▶ **Exercise brief**
Your answer consists of the lines in the data that contain "linecap". Copy each of them.

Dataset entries
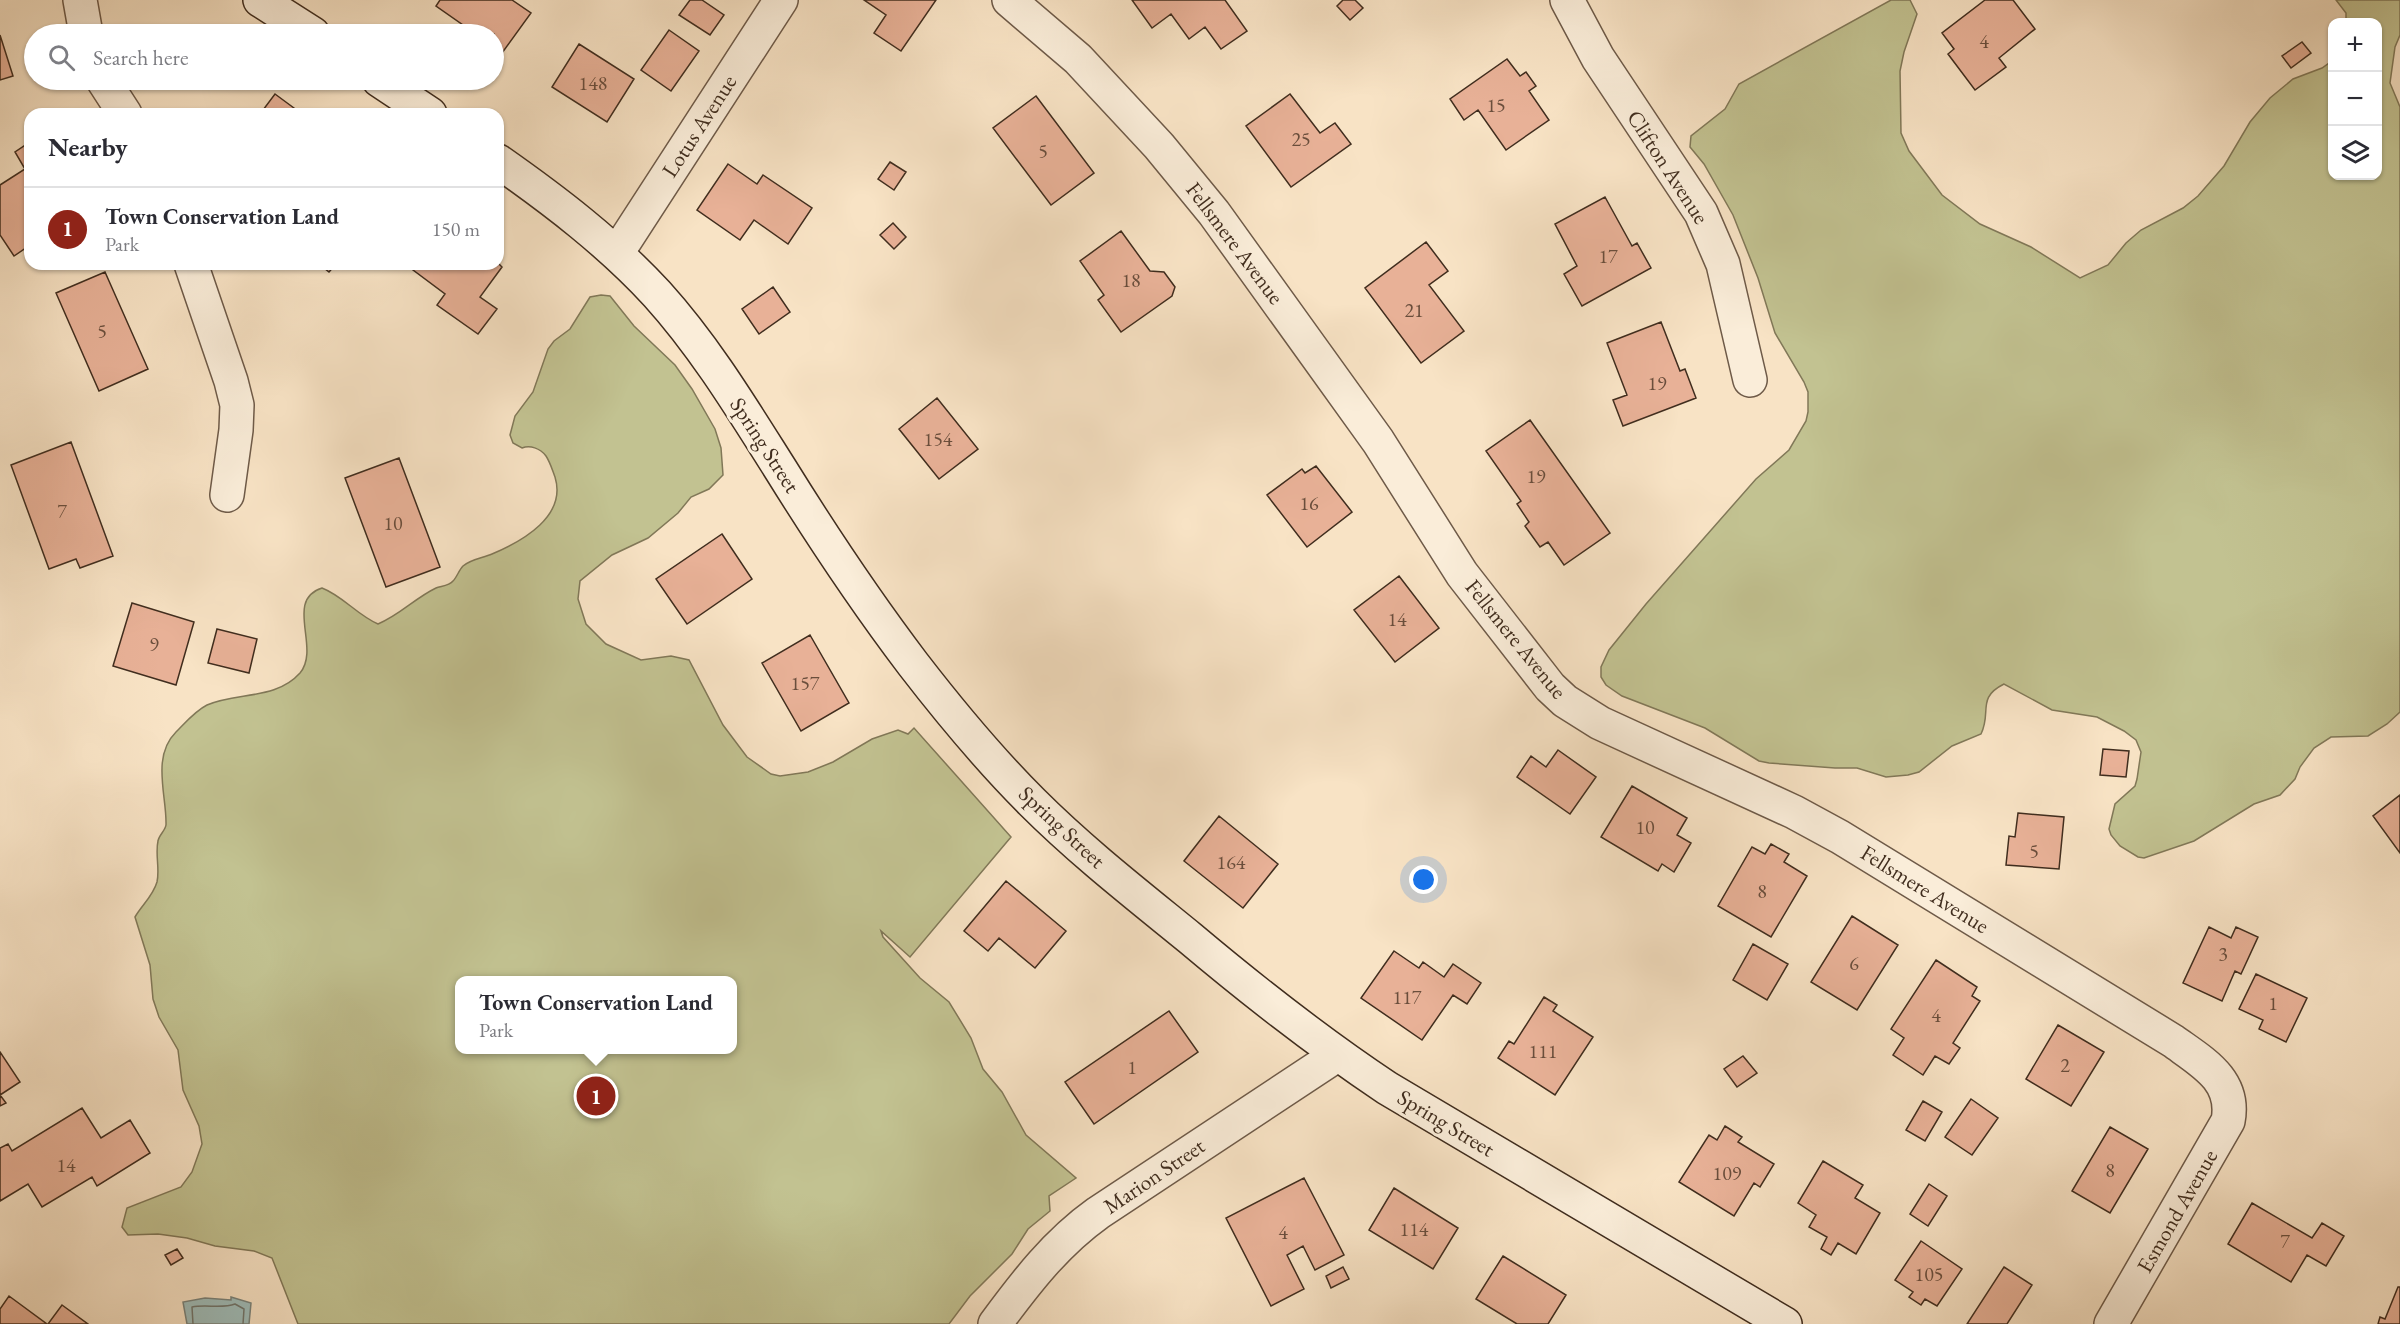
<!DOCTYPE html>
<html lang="en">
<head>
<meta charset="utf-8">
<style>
  :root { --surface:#fff; --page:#f7f7f7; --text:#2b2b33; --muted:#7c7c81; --line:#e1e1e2; --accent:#8f2418 }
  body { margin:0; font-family:"EB Garamond",serif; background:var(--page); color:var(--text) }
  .controls { position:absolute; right:18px; top:18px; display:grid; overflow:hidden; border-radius:12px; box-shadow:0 2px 4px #0004 }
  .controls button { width:54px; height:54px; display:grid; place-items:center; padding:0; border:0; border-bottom:2px solid var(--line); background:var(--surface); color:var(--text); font:30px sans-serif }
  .you { position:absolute; left:1424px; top:880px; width:21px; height:21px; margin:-15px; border:4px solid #fff; border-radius:50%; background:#1a73e8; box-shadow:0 0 0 9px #1a73e833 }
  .badge { display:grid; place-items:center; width:39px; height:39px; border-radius:50%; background:var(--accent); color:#fff; font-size:20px; font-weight:700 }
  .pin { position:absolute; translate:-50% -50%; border:3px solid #fff; box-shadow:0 2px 6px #0006 }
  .popup { position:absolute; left:455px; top:976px; width:282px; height:78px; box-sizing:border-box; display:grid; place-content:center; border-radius:12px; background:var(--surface); filter:drop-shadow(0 2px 4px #0005); font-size:20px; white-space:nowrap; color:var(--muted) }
  .popup b { font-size:22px; color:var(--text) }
  .popup::after { content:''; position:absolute; left:50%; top:100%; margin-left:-12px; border:12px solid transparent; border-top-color:var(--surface) }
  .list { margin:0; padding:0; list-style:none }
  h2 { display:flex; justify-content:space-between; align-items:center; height:78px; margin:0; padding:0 24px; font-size:26px }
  h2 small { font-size:20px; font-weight:400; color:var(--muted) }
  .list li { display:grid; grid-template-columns:39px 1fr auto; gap:18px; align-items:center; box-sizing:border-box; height:84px; padding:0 24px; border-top:2px solid var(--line) }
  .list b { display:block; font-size:22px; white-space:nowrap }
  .list p { margin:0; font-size:20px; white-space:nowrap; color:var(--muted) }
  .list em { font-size:20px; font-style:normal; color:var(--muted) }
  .icon { flex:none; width:33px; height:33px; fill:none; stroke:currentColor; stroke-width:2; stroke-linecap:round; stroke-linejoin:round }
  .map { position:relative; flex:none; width:2400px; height:1324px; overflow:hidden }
  .search { position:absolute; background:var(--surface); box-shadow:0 2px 4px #0004; left:24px; top:24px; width:480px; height:66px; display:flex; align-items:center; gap:15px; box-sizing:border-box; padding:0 21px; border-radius:33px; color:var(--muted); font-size:22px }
  .panel { position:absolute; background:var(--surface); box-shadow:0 2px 4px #0004; left:24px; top:108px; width:480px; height:162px; border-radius:18px }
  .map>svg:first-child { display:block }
  .green { fill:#c2c291; stroke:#817858; stroke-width:1.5; fill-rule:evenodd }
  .water { fill:#9fbdba; stroke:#79837c; stroke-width:1.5 }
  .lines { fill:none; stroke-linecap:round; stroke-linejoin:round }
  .shore { stroke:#70756c; stroke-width:1.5 }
  .building { fill:#e8b197; stroke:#402d1e; stroke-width:1.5 }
  .street-casing { stroke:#6e5a48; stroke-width:36 }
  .secondary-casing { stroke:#402d1e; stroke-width:36 }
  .street { stroke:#faedd9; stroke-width:33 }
  .secondary { stroke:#faedd9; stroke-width:33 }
  .labels { text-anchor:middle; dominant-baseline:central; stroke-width:6; stroke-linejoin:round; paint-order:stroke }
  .number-label { font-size:20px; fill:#6a4e3c }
  .street-label { font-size:22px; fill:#402d1e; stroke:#faedd9 }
</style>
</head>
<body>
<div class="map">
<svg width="2400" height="1324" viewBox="0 0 2400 1324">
  <rect width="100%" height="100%" fill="#f8e3c5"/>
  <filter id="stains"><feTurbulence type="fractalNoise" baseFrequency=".00333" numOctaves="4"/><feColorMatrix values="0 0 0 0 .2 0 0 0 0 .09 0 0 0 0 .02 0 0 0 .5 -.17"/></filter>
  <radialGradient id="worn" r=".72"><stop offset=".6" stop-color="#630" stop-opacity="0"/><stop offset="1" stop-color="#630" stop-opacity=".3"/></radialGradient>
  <!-- green -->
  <path class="green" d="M1891 0H1910L1917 14 1904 52 1900 71 1901 133 1909 151 1942 195 1980 224 2031 247 2080 278 2108 265 2126 243 2141 230 2183 208 2198 196 2224 166 2250 122 2270 98 2293 79 2322 68 2332 61V176H2378V22H2346V13L2336 0H2400V35L2395 47 2390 83 2400 107V712L2387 724 2368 736 2331 737 2314 748 2300 767 2295 779 2280 795 2254 804 2194 841 2144 858 2138 857 2120 846 2111 835 2109 829 2115 804 2135 786 2137 779 2141 752 2136 740 2124 731 2097 717 2052 710 2004 684C1976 698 1992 712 1981 734L1952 746 1919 772 1908 775 1886 777 1857 768H1835L1769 763 1759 761 1705 728 1622 696 1606 685 1601 677V667L1609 650 1646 604 1756 479 1789 450 1806 421 1808 412V392L1804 382 1775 333 1758 278 1733 215 1704 164 1690 147 1691 136 1725 109 1739 84Z
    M601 295 610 296 634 326 675 365 692 389 715 429 721 448 723 475 709 489 691 497 678 513 648 538 612 555 580 581 578 599 586 624 606 644 641 660 671 656 689 660 723 725 747 757 771 774 780 776 808 772 833 762 872 739 898 730 908 734 914 728 1011 837 910 957 881 931 883 937 920 978 949 1002 971 1038 983 1069 1002 1092 1026 1135 1076 1178 1049 1196 1050 1211 1028 1229 1012 1254 970 1296 949 1324H298L272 1258 254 1251 215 1246 187 1238 158 1234 128 1235 122 1227 127 1208 181 1187 192 1172 202 1144 199 1126 183 1090 178 1050 159 1017 153 999 150 965 135 917C142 905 153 896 157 882 160 869 155 854 158 841 159 835 165 831 166 825 167 796 151 757 176 732 185 723 195 711 207 705 237 692 276 700 300 673 321 648 284 600 322 588 343 596 357 615 378 624 400 615 415 598 436 588 441 586 449 586 453 581 457 577 459 570 463 566 471 559 483 558 492 554 523 541 567 516 555 477 552 469 550 462 546 456 540 448 530 445 522 448L513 443 510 435 515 416 533 392 548 349 554 341 570 329 590 297ZM460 980H732V1050H460Z"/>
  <!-- water -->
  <path class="water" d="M231 1297 251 1303 249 1324H187L183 1302 205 1298 231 1300Z"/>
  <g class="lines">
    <!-- shore -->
    <path class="shore" d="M193 1324 192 1307C206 1304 222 1309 235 1304L244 1309 243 1324"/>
  </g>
  <!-- building -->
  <path class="building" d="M440 0H512L531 13 502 53 494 47V34H476L436 6Z
    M690 0H702L724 15 710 35 679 15Z
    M864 0H936L901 51 874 33 886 15Z
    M1132 0H1225L1247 31 1221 49 1205 27 1189 39 1171 14 1152 28Z
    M1343 0H1355L1363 8 1350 20 1337 6Z
    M1985 0H2013L2035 29 1999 58 2006 67 1975 90 1948 54 1954 49 1942 33Z
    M669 30 699 51 671 91 641 70Z
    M0 35 13 76 0 80Z
    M2302 42 2311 53 2291 68 2282 56Z
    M579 44 634 79 607 122 552 87Z
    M1507 59 1520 76 1526 72 1536 86 1529 91 1549 120 1506 150 1478 110 1464 120 1450 99Z
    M275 94 302 114H260Z
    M1290 94 1320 133 1335 123 1351 144 1291 187 1246 126Z
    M1036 96 1094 173 1051 205 993 128Z
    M30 142V245L14 256 0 235V185L25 169 15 152Z
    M890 162 906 172 894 190 878 179Z
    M728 164 757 184 763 175 812 208 788 244 754 220 740 240 697 210Z
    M1605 197 1632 246 1637 243 1651 268 1582 306 1564 274 1577 266 1555 224Z
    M893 223 906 237 894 249 880 235Z
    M1121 231 1150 271 1164 272 1175 287 1172 296 1121 332 1098 300 1104 295 1080 261Z
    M1426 242 1448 271 1429 285 1464 331 1421 363 1365 288Z
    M498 263 502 267 480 297 497 309 478 334 437 305 445 294 405 264Z
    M319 264H336L329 272Z
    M105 272 148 369 99 391 56 293Z
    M773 287 790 312 759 334 742 309Z
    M1661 322 1680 371 1685 369 1696 398 1623 426 1613 400 1627 395 1607 343Z
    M937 398 978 449 939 479 899 429Z
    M1530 420 1610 533 1564 565 1548 542 1540 547 1525 526 1529 522 1517 504 1521 501 1486 451Z
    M71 442 113 556 80 568 76 559 49 569 11 465Z
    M399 458 440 567 386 587 345 478Z
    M1316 466 1352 512 1307 547 1267 495 1302 469 1305 473Z
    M722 534 752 579 687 624 656 579Z
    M1399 576 1439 628 1395 662 1354 610Z
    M132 603 194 622 176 685 113 666Z
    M217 629 257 639 249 673 208 663Z
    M810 635 849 703 801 731 762 663Z
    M2103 749 2129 751 2126 777 2100 775Z
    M1558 750 1596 777 1570 814 1517 777 1531 756 1546 767Z
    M1632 786 1687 818 1677 835 1691 843 1674 872 1662 864 1658 871 1601 837Z
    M2400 795V853L2373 816Z
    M2018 813 2064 817 2059 869 2006 865 2009 836 2015 837Z
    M1219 816 1278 864 1243 908 1184 861Z
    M1771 844 1789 854 1784 862 1807 876 1771 937 1718 906 1752 847 1765 854Z
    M1006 881 1066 931 1035 968 999 938 988 951 964 931Z
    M1852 916 1898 945 1857 1010 1811 982Z
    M2209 927 2231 938 2236 927 2258 937 2241 974 2235 971 2222 1001 2183 983Z
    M1753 944 1788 964 1767 1000 1733 980Z
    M1394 951 1419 968 1423 962 1444 977 1453 964 1481 983 1467 1004 1453 995 1422 1040 1361 998Z
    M1936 960 1977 987 1972 996 1980 1001 1953 1043 1960 1048 1949 1064 1935 1056 1923 1075 1893 1055 1904 1038 1891 1029Z
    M2256 974 2307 998 2286 1042 2259 1029 2263 1020 2239 1009Z
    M1544 997 1557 1005 1553 1011 1593 1037 1555 1095 1498 1058 1509 1041 1514 1044Z
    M1169 1011 1198 1052 1094 1124 1065 1082Z
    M2058 1025 2104 1052 2071 1106 2026 1079Z
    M0 1052 20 1082 0 1095 6 1103 0 1106Z
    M1743 1056 1757 1073 1737 1087 1724 1069Z
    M1971 1099 1998 1118 1972 1155 1945 1137Z
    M1923 1101 1942 1112 1925 1141 1906 1130Z
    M82 1108 101 1138 130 1120 150 1153 97 1186 92 1177 42 1207 28 1184 0 1201V1148L8 1144 12 1151Z
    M1725 1126 1742 1137 1738 1142 1774 1164 1760 1187 1754 1183 1734 1216 1679 1182 1709 1135 1717 1140Z
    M2110 1127 2148 1149 2110 1213 2072 1191Z
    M1823 1161 1863 1185 1855 1198 1880 1213 1856 1254 1838 1243 1831 1255 1821 1249 1827 1237 1809 1227 1816 1215 1798 1203Z
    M1304 1178 1344 1255 1315 1270 1303 1246 1287 1255 1304 1289 1271 1306 1226 1218Z
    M1929 1184 1947 1196 1928 1226 1910 1214Z
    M1394 1188 1458 1228 1433 1269 1369 1230Z
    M2252 1203 2312 1238 2322 1223 2344 1236 2326 1266 2307 1255 2291 1282 2228 1244Z
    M1921 1241 1962 1269 1937 1306 1925 1299 1921 1305 1909 1297 1913 1292 1895 1280Z
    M177 1249 183 1258 171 1265 165 1255Z
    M1503 1256 1566 1295 1548 1324H1517L1476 1299Z
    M1343 1267 1349 1279 1331 1288 1326 1276Z
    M2004 1267 2032 1285 2007 1324H1967Z
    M2398 1287H2400V1324H2378L2380 1317 2385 1319Z
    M9 1296 47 1324H0V1309Z
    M62 1305 88 1324H48Z"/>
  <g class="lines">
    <!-- street casing -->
    <g class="street-casing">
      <path id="street" d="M80 0 86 34
        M1009 0 1078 59 1159 146 1214 213 1378 441 1462 574 1550 687 1565 701 1600 723 1794 812 1840 837 2173 1041C2202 1062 2236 1080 2228 1121L2111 1324
        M1567 0 1598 58 1701 213 1723 264 1750 380
        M103 80 125 114
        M617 253 781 0
        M191 264 231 381 237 405 236 430 227 495
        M995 1324C1026 1282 1056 1243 1098 1213L1337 1055"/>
    </g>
    <!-- secondary casing -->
    <g class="secondary-casing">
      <path id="secondary" d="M260 0 313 34
        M379 80 430 114
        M498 161C555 201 610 243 657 294 705 347 743 410 781 470 822 536 866 602 913 664 950 712 989 759 1032 802 1081 851 1136 894 1190 938 1253 991 1318 1042 1387 1088L1785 1324"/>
    </g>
    <!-- street -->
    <use href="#street" class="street"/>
    <!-- secondary -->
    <use href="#secondary" class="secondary"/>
  </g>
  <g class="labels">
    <!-- number labels -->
    <g class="number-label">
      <text x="1984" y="41">4</text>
      <text x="593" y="83">148</text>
      <text x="1496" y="105">15</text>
      <text x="1301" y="139">25</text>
      <text x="1043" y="151">5</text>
      <text x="1608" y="256">17</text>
      <text x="1131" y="280">18</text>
      <text x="1414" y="310">21</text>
      <text x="102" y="331">5</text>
      <text x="1657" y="383">19</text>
      <text x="938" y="439">154</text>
      <text x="1536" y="476">19</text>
      <text x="1309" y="503">16</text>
      <text x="62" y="511">7</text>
      <text x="393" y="523">10</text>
      <text x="1397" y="619">14</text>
      <text x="154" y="644">9</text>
      <text x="805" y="683">157</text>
      <text x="1645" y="827">10</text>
      <text x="2034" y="851">5</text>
      <text x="1231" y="862">164</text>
      <text x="1762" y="891">8</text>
      <text x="2223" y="954">3</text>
      <text x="1854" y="963">6</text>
      <text x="1407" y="997">117</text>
      <text x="2273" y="1003">1</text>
      <text x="1936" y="1015">4</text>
      <text x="1543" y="1051">111</text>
      <text x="2065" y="1065">2</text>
      <text x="1132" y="1067">1</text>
      <text x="66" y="1165">14</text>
      <text x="2110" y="1170">8</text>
      <text x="1727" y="1173">109</text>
      <text x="1414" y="1229">114</text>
      <text x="1283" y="1232">4</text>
      <text x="2285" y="1241">7</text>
      <text x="1929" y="1274">105</text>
    </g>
    <!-- street labels -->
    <g class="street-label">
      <text transform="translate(699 126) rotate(-57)">Lotus Avenue</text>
      <text transform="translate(1668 167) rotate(57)">Clifton Avenue</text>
      <text transform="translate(1235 243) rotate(53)">Fellsmere Avenue</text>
      <text transform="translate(765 445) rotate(57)">Spring Street</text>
      <text transform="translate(1516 639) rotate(51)">Fellsmere Avenue</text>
      <text transform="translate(1062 827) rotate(43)">Spring Street</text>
      <text transform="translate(1925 889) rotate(32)">Fellsmere Avenue</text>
      <text transform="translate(1446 1123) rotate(31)">Spring Street</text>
      <text transform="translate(1154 1176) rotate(-34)">Marion Street</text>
      <text transform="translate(2177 1211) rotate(-60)">Esmond Avenue</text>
    </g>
  </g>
  <rect width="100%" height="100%" filter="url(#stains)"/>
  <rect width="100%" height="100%" fill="url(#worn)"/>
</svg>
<div class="controls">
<button>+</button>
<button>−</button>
<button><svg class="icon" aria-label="layers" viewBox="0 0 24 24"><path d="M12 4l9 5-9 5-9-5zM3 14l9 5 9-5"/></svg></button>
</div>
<div class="you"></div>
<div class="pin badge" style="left:596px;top:1096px">1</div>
<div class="popup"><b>Town Conservation Land</b>Park</div>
<div class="search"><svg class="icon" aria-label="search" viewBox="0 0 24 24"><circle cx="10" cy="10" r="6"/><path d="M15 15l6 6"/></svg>Search here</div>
<section class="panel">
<h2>Nearby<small></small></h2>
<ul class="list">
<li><span class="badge">1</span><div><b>Town Conservation Land</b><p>Park</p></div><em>150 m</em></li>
</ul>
</section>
</div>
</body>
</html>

▶ **Finished task**
  .icon { flex:none; width:33px; height:33px; fill:none; stroke:currentColor; stroke-width:2; stroke-linecap:round; stroke-linejoin:round }
  .lines { fill:none; stroke-linecap:round; stroke-linejoin:round }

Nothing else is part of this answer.